* [TASK GOAL] Looking through the listing below, state how many lines have the word "yChannelSelector" in them. Only the number should be given.

* [INPUT DATA]
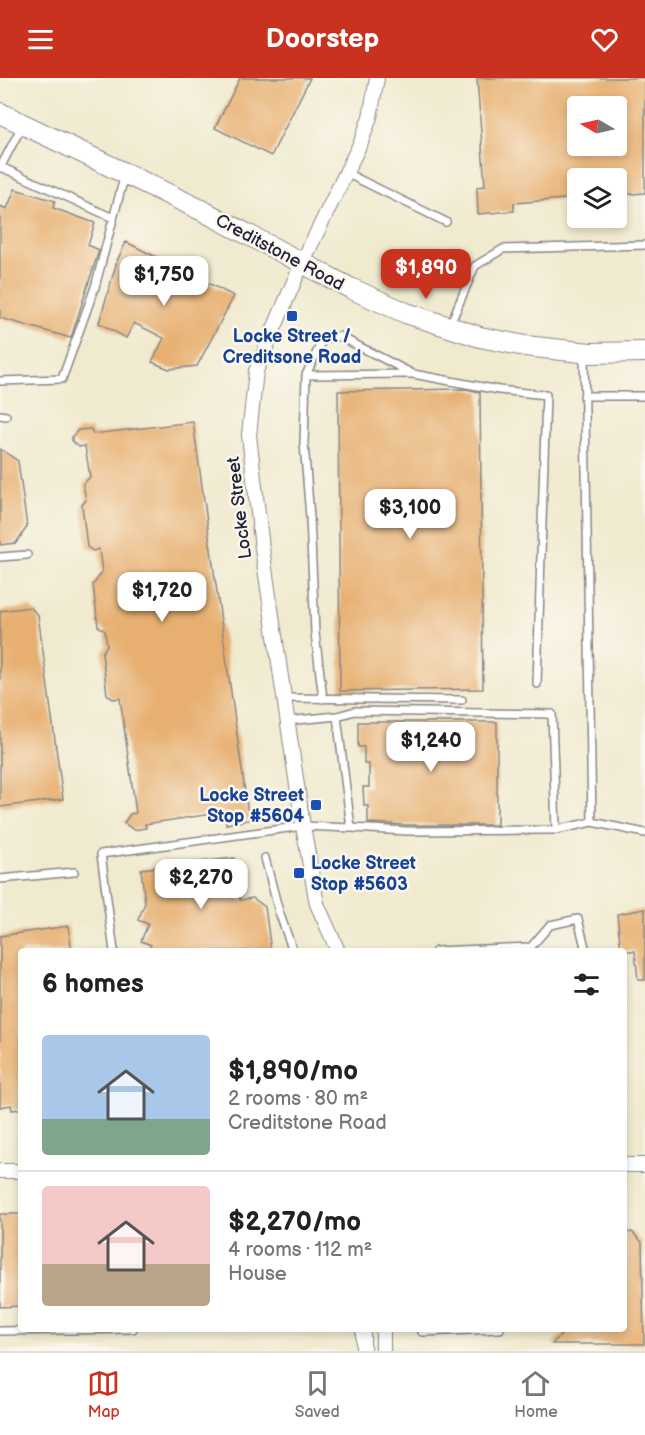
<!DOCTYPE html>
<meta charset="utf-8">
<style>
body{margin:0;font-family:"Balsamiq Sans",sans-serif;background:#f2f2f2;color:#222;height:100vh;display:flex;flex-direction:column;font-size:22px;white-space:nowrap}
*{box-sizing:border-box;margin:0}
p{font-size:20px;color:#767676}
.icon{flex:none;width:33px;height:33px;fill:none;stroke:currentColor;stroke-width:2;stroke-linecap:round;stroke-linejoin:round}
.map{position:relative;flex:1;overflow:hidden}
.side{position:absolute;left:18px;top:870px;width:609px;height:384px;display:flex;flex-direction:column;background:#fff;border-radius:6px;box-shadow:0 3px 9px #0003}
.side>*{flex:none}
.needle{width:39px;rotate:279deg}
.controls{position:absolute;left:567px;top:18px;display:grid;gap:12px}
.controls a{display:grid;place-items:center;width:60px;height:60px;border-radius:6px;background:#fff;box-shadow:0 3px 9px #0003;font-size:30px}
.price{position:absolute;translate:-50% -51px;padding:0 14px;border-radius:12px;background:#fff;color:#222;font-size:20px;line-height:39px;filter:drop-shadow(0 2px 3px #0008)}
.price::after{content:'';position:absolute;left:50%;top:36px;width:18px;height:14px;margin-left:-9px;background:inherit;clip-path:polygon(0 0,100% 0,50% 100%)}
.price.on{background:#c8321e;color:#fff}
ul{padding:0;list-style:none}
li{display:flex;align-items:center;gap:18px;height:150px;padding:0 24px}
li+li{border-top:2px solid #e0e0e0}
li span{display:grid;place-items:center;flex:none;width:168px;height:120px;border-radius:6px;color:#555}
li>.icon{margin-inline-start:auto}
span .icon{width:72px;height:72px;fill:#fffc;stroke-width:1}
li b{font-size:26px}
h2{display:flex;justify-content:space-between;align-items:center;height:72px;padding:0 24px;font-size:26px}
header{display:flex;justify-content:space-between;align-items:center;height:78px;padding:0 24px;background:#c8321e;color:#fff;font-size:27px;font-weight:700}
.menu{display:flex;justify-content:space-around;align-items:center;height:84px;border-top:2px solid #e0e0e0;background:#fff;font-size:16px;color:#767676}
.menu a{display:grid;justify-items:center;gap:3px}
.menu .on{color:#c8321e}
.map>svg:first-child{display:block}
.building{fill:#e7af6f;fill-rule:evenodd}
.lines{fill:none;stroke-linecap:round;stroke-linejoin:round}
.lane-casing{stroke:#898685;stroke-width:10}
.street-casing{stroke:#898685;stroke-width:16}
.secondary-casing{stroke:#898685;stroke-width:22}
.lane{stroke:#fff;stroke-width:7}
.street{stroke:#fff;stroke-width:14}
.secondary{stroke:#fff;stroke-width:20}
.transit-dot{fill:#1a4fb4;stroke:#fbf7ec;stroke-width:2}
.labels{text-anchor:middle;stroke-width:5;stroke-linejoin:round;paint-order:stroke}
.street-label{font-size:18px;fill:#22223b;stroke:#fbf7ec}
.transit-label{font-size:18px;font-weight:bold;fill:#164399;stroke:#fbf7ec}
</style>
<header><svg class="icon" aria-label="menu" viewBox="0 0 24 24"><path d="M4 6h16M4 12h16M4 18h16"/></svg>Doorstep<svg class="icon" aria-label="heart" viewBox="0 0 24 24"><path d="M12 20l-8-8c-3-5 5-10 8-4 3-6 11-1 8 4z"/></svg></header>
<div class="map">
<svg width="645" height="1273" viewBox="0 0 645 1273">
<rect width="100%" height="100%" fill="#fbf7ec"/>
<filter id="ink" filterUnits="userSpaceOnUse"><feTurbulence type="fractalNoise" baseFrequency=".0167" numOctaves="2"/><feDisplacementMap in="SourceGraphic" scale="12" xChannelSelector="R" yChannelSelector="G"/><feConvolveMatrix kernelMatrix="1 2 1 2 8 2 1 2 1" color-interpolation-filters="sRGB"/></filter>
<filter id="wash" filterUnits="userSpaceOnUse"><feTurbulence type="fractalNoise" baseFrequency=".008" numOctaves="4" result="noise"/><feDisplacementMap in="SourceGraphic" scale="24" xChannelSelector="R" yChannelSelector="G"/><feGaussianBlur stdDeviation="1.35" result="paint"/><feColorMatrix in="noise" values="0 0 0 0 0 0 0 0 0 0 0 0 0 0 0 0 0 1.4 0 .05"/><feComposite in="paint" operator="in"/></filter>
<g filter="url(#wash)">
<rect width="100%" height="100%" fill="#f0eacf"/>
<g id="blocks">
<path class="building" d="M240,0H310L271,78L215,50Z
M477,0H645V115L616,117V100H578V120L514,125V133L478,136L477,109L485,108ZM578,28H616V68H578Z
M15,111L55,123L53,130L95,145L88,167L99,172L71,260L0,240V128L7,131Z
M126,164L234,218L197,288L169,291L152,284L164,260L134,245L126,260L99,245L117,183Z
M466,311L480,314L483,611L340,613L338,313Z
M193,344L249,742L226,746L225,734L145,746L146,750L134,752L124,745L130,736L136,735L120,620L113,621L107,616L102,575L107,567L106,561L105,553L98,548L93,507L102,494L99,471L93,473L87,469L82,427L86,422L83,406L90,399L85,368L79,369L72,363V359L78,352L91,351L93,356Z
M0,371L18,383L27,449L16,465L0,467Z
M30,529L38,537L63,721L0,729V533Z
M358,644H497V747H407L368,745V728H364L363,709H369V686H364V669H358Z
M234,780L240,822L253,820L265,829L271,873H148L151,867L141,863L148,846L138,842L145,825L141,791Z
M645,831V902H638L635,873H621L617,836Z
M68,848L72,873H21V1031L12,1032L11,1027L0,1029V858Z
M0,1136H21V1228L0,1229Z
M632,1154L642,1164L644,1266H552L562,1256V1251H624V1155Z"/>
</g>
</g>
<g filter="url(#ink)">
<use href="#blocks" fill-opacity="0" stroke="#898685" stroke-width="1.5"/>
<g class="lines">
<defs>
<path id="lane" d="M1,89L113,140
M0,90L22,48
M346,95L446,144
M450,247L475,188L503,171L645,167
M584,276L592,744L645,755
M306,297L411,296
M0,303L62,301L95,209L125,96
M584,318H645
M0,337L6,338
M0,479L27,477
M284,620L462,622
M323,621L315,555L310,439L304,365L306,297L323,261L339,258L413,296L499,312L546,317L537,606
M337,638L355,633L552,636L556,752
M351,750L407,753L556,752L592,744
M265,780L279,834L293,873
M0,801L74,794
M114,873L101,776L303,748L351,750L337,638L287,643
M436,873L531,869L550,847L578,841L586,873
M422,1251V1254L500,1251
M0,1253L133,1251"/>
<path id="street" d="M338,873L317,826L303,748L262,470L249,357L256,293L302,185L361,64L370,39L377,0
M624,1087H645
M0,1093H21
M383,1251V1273
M363,1273V1251"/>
<path id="secondary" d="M0,35L203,133L350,210L406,235L480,259L525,268L590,275L645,274"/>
</defs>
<use href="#lane" class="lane-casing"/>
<use href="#street" class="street-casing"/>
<use href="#secondary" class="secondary-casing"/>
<use href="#lane" class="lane"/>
<use href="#street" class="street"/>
<use href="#secondary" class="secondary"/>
</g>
</g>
<g class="transit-dot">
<rect x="286" y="232" width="12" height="12" rx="3"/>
<rect x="310" y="721" width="12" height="12" rx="3"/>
<rect x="293" y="789" width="12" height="12" rx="3"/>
</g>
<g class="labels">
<g class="street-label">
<text transform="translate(280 174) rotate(28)" y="6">Creditstone Road</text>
<text transform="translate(239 430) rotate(-97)" y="6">Locke Street</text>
</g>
<g class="transit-label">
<text x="292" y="264">Locke Street /<tspan x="292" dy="21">Creditsone Road</tspan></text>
<text x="304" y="723" text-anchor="end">Locke Street<tspan x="304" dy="21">Stop #5604</tspan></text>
<text x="311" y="791" text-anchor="start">Locke Street<tspan x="311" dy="21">Stop #5603</tspan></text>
</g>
</g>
</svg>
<div class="controls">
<a><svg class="needle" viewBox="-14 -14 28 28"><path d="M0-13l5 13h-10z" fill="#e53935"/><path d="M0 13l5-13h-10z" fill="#767676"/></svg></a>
<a><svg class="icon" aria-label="layers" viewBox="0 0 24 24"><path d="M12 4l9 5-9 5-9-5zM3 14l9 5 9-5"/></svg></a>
</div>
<b class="price on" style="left:426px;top:222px">$1,890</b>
<b class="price" style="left:164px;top:229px">$1,750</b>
<b class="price" style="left:410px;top:462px">$3,100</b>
<b class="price" style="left:162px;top:545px">$1,720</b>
<b class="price" style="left:431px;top:695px">$1,240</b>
<b class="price" style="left:201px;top:832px">$2,270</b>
<section class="side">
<h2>6 homes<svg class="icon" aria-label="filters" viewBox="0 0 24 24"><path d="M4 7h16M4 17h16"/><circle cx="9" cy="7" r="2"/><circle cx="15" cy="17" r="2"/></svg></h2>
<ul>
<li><span style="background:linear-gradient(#a9c7e8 70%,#7fa58c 0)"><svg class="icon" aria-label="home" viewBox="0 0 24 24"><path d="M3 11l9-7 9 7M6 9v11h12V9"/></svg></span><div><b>$1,890/mo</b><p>2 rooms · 80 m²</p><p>Creditstone Road</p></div></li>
<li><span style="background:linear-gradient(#f6c9c9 65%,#b9a48a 0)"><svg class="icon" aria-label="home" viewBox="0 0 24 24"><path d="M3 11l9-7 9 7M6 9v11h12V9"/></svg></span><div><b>$2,270/mo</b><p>4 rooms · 112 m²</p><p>House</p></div></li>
</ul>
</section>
</div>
<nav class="menu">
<a class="on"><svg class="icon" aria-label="map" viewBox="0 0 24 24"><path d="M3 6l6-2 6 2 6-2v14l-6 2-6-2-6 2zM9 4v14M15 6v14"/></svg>Map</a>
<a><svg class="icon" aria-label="saved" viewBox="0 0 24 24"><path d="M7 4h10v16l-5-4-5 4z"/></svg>Saved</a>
<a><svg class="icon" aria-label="home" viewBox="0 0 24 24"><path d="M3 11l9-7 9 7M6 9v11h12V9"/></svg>Home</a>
</nav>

* [EXPECTED ANSWER] 2